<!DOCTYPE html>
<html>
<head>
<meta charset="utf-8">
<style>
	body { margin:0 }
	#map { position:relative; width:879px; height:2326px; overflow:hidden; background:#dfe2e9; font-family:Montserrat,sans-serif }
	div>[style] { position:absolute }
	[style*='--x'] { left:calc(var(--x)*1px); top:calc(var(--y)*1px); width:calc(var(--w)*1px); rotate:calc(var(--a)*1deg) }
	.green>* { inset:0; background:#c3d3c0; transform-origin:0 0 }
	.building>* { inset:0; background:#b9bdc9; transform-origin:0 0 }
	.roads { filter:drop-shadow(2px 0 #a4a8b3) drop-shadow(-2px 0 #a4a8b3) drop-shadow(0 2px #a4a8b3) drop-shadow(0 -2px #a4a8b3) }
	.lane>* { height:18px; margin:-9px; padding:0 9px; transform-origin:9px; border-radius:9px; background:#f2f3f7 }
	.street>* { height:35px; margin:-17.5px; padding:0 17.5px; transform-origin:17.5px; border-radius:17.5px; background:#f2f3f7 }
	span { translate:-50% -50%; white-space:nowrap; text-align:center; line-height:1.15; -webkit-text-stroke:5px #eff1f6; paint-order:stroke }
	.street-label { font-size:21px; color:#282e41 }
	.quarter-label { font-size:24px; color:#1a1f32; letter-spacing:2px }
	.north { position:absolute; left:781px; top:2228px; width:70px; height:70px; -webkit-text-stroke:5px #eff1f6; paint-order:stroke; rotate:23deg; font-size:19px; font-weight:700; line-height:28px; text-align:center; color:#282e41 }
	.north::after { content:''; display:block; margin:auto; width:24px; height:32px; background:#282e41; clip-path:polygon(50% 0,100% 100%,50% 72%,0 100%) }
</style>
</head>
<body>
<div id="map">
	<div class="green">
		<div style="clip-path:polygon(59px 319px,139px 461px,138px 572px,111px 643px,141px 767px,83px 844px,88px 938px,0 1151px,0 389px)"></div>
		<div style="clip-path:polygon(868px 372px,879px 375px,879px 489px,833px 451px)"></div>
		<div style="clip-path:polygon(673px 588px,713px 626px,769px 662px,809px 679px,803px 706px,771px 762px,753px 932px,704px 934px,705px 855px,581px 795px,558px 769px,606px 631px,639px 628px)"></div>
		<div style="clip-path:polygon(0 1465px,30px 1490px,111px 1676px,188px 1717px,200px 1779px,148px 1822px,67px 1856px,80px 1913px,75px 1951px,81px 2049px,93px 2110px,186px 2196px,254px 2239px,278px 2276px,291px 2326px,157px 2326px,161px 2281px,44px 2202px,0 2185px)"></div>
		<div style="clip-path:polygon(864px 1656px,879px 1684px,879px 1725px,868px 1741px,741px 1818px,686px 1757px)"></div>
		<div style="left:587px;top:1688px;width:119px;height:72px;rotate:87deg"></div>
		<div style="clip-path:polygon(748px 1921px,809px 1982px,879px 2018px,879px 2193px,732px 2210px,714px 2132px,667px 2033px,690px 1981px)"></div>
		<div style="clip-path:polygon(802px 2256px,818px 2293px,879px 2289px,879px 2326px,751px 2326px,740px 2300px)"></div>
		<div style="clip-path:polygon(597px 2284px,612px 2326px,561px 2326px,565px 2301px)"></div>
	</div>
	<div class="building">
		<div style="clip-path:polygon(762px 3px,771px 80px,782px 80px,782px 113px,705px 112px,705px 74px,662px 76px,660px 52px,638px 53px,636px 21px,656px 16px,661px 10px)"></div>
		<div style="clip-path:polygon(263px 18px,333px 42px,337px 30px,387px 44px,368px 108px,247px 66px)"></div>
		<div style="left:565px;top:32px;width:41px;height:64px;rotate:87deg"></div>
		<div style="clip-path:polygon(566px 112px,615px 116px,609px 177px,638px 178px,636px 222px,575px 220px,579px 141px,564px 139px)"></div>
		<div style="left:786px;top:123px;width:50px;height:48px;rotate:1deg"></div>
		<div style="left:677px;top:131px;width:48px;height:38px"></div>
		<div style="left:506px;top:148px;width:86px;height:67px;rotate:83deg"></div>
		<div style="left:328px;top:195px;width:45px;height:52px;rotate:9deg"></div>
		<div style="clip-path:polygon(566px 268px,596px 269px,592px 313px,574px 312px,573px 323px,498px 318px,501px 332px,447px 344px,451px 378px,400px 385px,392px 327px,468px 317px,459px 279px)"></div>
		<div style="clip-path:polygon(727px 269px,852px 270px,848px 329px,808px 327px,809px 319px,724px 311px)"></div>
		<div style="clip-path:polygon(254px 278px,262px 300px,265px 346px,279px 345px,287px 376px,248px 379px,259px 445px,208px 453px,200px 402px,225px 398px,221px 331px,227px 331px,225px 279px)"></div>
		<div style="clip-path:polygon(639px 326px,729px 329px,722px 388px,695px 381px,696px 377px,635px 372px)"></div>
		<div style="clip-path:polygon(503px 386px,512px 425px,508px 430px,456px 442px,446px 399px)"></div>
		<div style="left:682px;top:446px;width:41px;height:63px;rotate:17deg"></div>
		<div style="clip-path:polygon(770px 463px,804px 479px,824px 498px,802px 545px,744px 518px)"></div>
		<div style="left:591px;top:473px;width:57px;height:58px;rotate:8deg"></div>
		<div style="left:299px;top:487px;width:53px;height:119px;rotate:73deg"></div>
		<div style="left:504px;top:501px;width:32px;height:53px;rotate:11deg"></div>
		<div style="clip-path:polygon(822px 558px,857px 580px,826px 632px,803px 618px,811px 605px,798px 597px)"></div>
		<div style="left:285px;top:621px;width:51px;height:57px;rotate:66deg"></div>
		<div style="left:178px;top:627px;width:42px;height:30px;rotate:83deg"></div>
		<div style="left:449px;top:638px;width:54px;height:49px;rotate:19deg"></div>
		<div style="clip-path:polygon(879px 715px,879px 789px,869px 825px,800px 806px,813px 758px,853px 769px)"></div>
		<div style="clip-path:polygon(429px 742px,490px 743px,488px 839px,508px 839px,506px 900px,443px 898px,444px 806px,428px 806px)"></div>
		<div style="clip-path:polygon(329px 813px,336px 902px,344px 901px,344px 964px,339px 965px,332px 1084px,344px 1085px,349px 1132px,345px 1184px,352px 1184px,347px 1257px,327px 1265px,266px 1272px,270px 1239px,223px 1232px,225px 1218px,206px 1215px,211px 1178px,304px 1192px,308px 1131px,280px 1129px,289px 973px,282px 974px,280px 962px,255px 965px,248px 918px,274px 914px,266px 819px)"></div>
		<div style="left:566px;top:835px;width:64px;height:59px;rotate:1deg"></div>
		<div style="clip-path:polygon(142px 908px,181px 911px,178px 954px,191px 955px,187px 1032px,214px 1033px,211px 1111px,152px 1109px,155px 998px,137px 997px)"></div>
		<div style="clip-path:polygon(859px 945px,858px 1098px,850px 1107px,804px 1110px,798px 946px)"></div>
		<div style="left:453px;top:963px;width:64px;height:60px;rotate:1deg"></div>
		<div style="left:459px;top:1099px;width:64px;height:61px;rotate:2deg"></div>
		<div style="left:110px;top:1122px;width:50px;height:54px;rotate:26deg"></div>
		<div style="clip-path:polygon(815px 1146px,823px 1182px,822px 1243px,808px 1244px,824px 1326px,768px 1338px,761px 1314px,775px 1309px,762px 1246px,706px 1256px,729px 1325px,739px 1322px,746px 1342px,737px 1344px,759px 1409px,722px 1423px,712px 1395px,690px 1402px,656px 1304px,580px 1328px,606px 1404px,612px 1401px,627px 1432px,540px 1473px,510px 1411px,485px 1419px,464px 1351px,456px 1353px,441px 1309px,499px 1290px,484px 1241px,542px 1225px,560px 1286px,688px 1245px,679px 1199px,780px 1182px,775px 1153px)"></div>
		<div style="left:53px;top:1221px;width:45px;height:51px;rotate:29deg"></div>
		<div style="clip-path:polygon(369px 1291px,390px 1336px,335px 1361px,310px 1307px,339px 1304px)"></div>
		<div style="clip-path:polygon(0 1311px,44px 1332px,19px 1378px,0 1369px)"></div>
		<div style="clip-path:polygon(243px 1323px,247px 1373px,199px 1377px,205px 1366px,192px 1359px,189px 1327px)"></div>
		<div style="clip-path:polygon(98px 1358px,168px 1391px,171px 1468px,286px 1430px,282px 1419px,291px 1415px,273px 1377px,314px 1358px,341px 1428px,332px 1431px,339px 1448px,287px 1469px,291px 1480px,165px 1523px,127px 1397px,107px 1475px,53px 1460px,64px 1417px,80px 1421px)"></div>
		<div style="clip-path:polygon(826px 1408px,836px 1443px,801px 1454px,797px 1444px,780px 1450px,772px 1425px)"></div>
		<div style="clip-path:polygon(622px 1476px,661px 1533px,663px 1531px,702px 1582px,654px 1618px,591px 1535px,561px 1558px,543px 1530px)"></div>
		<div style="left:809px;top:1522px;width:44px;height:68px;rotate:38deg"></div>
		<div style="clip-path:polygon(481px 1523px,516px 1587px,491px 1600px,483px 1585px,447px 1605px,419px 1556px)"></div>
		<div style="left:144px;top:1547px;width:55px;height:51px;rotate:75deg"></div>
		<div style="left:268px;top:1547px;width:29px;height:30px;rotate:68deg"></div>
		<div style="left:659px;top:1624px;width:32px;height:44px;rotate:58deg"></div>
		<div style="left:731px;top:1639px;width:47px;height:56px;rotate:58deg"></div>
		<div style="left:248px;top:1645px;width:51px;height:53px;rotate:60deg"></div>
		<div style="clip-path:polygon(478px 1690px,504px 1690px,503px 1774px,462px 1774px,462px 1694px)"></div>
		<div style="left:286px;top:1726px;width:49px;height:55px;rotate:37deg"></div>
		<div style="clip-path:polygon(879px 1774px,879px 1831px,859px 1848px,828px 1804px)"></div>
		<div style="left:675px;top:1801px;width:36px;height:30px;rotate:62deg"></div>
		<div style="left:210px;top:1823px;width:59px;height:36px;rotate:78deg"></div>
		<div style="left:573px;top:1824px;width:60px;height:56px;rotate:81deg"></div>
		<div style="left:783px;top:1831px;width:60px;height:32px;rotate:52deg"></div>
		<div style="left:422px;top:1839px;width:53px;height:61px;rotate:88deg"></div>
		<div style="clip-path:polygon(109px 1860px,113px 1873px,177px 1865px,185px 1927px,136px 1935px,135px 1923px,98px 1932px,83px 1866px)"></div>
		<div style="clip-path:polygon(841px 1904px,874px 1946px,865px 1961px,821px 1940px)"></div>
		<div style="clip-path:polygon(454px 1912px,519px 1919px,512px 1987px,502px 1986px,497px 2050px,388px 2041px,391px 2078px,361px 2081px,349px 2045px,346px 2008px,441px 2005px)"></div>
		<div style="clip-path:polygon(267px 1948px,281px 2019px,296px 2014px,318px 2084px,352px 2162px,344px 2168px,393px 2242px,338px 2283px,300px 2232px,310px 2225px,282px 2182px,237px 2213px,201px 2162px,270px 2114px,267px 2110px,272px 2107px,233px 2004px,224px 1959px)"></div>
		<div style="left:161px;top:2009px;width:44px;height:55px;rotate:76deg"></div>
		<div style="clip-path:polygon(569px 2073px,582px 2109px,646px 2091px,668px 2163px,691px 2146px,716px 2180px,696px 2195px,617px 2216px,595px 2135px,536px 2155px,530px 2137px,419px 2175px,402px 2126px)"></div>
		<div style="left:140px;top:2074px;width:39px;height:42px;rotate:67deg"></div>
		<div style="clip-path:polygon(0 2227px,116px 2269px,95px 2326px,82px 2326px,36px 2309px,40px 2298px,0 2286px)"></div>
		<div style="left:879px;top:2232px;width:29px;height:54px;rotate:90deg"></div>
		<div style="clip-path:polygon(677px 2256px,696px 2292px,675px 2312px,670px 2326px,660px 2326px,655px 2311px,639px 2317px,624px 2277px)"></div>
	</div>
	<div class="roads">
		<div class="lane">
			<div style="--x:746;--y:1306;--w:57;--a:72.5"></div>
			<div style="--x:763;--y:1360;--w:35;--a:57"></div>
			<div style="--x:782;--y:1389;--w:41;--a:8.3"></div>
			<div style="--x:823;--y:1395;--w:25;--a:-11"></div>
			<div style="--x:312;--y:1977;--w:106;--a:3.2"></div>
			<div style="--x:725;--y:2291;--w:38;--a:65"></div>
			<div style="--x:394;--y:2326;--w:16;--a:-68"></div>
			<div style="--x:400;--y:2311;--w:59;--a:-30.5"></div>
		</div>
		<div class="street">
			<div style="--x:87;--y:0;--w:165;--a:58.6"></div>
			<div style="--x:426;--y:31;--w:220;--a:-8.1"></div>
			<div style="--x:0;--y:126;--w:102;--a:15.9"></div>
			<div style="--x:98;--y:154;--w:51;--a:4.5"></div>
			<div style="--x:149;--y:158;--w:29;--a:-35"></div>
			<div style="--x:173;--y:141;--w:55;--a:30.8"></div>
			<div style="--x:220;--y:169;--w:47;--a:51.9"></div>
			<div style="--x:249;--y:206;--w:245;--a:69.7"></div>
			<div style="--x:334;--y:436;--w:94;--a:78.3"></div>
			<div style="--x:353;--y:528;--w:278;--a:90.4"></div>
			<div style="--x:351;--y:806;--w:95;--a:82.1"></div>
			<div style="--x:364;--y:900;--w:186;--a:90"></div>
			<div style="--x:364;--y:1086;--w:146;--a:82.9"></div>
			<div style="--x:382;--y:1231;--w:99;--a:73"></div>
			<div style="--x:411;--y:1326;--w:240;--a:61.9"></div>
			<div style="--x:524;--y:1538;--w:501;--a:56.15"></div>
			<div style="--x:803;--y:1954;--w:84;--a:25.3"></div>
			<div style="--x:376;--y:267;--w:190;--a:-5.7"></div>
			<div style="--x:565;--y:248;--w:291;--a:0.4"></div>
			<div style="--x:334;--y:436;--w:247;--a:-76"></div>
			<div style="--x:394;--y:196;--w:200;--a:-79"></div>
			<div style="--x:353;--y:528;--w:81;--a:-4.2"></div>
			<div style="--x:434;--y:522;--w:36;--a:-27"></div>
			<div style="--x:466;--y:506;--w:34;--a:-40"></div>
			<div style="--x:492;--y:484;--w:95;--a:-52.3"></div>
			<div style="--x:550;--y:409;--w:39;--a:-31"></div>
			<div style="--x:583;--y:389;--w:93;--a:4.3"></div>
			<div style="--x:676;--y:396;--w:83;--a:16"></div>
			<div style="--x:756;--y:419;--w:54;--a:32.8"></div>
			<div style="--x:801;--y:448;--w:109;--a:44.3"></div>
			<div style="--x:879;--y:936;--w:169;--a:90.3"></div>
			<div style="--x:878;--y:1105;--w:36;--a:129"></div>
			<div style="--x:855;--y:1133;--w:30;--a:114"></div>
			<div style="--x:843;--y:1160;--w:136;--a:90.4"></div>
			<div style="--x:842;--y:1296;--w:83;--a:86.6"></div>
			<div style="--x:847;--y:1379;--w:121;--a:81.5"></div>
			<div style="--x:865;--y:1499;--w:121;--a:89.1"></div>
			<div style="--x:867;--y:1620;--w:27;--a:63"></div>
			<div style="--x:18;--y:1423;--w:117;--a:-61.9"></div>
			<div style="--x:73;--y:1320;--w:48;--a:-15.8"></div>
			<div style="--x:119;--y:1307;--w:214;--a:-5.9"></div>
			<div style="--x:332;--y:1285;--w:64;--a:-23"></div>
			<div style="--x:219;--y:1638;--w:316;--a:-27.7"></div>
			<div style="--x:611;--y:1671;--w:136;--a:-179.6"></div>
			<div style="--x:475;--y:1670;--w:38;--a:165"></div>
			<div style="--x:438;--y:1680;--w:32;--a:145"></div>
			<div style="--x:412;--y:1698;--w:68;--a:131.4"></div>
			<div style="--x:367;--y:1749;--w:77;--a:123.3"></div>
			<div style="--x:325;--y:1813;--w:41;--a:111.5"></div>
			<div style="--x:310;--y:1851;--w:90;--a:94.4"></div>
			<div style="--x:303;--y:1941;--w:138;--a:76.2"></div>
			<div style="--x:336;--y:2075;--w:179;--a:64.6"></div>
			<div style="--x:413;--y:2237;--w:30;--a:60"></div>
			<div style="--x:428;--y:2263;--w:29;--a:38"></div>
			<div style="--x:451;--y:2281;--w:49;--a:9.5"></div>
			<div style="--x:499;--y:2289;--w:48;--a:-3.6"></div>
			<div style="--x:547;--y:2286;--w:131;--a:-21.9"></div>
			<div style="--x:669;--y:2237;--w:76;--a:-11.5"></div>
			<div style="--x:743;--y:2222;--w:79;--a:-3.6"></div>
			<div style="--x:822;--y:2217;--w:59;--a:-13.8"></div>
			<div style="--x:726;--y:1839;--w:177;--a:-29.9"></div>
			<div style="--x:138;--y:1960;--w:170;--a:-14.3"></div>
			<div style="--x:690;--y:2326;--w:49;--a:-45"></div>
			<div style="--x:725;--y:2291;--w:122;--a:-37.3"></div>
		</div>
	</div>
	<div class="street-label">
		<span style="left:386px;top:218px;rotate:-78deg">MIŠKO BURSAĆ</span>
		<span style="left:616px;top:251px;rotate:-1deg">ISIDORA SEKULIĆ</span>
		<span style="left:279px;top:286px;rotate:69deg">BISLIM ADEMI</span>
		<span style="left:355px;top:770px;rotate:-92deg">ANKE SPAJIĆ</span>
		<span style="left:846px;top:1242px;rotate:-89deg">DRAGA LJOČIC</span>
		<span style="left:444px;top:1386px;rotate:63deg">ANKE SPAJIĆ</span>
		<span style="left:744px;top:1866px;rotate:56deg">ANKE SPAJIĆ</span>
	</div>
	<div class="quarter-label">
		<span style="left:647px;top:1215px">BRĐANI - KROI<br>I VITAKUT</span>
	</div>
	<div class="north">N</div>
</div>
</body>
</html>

────────────────────────────────────────

## EXERCISE REQUIREMENTS
Tally the lines of the material that include "street". Only the total should be given.

## WRITTEN RESPONSE
4